=== Data extract ===

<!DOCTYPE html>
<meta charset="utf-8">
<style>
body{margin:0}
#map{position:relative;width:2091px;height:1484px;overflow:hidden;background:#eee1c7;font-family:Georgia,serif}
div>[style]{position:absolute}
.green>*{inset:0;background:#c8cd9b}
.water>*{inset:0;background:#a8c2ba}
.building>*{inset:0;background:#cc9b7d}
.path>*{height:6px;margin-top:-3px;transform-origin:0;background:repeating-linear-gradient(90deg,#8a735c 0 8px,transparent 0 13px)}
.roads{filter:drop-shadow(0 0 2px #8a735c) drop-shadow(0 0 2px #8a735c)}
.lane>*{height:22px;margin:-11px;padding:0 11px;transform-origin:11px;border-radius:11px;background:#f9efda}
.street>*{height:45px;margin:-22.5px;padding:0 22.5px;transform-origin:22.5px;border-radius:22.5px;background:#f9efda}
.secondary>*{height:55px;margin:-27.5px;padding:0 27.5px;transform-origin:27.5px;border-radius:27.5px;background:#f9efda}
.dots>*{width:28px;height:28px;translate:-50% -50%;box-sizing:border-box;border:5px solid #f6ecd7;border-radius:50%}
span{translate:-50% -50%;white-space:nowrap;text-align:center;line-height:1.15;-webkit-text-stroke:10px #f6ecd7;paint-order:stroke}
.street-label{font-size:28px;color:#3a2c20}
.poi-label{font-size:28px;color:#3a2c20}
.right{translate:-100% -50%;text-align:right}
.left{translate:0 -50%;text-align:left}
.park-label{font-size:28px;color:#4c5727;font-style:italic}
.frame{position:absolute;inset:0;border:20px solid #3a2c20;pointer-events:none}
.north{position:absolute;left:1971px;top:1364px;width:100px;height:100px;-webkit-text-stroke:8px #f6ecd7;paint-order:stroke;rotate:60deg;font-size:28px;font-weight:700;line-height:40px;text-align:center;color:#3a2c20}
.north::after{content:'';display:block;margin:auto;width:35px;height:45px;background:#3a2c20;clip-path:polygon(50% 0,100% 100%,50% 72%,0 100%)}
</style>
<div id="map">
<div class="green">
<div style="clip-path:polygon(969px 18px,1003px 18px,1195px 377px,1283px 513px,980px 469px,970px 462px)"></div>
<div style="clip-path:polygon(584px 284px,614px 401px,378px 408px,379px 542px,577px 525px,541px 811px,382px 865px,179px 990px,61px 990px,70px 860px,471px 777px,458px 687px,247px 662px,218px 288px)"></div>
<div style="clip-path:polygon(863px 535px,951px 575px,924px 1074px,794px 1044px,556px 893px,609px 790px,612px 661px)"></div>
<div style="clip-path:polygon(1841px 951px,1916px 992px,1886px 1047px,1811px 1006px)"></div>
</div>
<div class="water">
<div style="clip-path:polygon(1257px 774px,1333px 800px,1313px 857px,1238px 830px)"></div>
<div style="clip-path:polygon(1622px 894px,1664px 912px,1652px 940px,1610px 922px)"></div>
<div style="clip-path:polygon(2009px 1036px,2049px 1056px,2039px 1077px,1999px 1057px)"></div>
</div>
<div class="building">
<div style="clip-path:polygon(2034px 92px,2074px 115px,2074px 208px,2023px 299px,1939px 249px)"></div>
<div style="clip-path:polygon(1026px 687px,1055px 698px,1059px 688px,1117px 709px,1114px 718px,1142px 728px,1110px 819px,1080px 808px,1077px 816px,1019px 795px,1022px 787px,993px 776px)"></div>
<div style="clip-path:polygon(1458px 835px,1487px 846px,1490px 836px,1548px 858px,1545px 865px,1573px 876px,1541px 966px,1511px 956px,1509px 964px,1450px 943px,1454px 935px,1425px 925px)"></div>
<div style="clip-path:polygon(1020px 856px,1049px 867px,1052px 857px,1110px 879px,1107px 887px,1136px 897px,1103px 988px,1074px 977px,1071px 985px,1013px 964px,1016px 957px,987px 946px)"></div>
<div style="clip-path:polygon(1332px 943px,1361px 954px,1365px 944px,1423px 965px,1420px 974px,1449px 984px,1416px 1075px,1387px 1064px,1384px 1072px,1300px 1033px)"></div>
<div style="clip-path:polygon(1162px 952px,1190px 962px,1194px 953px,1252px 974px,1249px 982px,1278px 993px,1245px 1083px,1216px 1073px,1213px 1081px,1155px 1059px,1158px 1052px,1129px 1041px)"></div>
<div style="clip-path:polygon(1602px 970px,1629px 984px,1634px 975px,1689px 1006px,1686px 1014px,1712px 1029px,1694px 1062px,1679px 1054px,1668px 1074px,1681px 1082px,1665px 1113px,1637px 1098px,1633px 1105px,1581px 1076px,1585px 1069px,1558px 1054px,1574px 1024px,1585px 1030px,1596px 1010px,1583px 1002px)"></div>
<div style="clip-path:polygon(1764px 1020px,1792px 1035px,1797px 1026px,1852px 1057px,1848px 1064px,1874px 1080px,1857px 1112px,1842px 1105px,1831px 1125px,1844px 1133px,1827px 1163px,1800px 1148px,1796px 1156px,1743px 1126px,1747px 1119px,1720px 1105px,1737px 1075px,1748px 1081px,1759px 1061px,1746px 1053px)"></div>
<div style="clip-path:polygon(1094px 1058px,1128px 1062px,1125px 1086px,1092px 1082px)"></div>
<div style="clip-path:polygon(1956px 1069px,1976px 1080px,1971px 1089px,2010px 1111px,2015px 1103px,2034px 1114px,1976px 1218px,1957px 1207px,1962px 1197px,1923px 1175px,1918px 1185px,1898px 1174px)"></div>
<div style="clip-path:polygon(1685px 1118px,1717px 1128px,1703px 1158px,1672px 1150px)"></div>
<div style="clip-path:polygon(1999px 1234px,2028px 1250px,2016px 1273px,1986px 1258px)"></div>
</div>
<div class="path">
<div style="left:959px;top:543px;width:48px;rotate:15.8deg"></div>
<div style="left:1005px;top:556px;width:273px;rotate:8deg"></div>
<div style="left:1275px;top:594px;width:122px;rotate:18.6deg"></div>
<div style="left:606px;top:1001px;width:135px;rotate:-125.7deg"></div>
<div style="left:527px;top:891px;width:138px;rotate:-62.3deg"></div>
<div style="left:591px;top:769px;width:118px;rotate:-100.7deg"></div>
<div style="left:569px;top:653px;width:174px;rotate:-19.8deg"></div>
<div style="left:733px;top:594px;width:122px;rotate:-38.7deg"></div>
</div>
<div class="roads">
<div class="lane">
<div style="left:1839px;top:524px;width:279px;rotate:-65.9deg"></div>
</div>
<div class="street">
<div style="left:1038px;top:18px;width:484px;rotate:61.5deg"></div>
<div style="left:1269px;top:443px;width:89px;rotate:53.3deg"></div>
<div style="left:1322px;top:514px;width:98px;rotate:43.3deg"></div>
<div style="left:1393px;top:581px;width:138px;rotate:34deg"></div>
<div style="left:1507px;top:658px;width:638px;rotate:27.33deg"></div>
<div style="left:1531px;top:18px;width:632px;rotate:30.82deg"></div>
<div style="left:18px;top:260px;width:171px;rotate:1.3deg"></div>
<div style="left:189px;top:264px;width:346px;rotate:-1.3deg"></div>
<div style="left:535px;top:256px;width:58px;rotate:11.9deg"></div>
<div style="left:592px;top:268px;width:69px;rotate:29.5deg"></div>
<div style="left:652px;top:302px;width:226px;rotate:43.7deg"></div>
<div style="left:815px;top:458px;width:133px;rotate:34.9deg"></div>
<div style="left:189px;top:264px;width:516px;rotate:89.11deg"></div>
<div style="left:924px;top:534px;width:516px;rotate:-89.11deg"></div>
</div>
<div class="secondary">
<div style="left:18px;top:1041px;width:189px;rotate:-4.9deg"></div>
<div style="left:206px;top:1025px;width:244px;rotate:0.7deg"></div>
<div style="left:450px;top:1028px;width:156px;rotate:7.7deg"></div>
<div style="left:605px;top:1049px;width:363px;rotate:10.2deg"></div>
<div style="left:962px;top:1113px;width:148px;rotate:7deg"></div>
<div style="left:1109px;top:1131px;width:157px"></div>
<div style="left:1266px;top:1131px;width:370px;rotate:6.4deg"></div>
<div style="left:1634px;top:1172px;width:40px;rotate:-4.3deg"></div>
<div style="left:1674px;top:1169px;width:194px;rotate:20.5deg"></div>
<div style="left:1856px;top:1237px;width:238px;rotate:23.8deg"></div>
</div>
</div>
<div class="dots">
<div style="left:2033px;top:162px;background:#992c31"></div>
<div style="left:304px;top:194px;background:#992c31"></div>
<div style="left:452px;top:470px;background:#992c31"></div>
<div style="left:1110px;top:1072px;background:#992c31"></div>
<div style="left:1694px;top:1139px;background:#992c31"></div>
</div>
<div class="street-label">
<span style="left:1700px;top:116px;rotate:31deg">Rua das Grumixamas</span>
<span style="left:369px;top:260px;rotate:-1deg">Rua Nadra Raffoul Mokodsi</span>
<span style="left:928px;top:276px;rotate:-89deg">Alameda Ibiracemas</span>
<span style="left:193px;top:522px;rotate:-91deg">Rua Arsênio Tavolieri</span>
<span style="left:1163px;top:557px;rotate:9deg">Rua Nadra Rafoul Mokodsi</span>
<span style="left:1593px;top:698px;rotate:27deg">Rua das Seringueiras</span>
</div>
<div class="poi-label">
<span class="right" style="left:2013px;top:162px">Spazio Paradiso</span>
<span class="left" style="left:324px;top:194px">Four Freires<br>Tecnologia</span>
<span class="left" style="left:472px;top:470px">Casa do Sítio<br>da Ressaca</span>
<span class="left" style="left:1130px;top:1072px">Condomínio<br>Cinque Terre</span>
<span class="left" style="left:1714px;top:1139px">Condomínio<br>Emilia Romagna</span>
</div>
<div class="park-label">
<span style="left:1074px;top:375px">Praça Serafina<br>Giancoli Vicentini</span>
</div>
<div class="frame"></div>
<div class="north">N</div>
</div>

===

# [Work to complete]
All lines from the start of the entries through the line where "2px #8a735c) drop-shadow(0" sits should be duplicated exactly, with nothing else in the output.

# [Answer below]
<!DOCTYPE html>
<meta charset="utf-8">
<style>
body{margin:0}
#map{position:relative;width:2091px;height:1484px;overflow:hidden;background:#eee1c7;font-family:Georgia,serif}
div>[style]{position:absolute}
.green>*{inset:0;background:#c8cd9b}
.water>*{inset:0;background:#a8c2ba}
.building>*{inset:0;background:#cc9b7d}
.path>*{height:6px;margin-top:-3px;transform-origin:0;background:repeating-linear-gradient(90deg,#8a735c 0 8px,transparent 0 13px)}
.roads{filter:drop-shadow(0 0 2px #8a735c) drop-shadow(0 0 2px #8a735c)}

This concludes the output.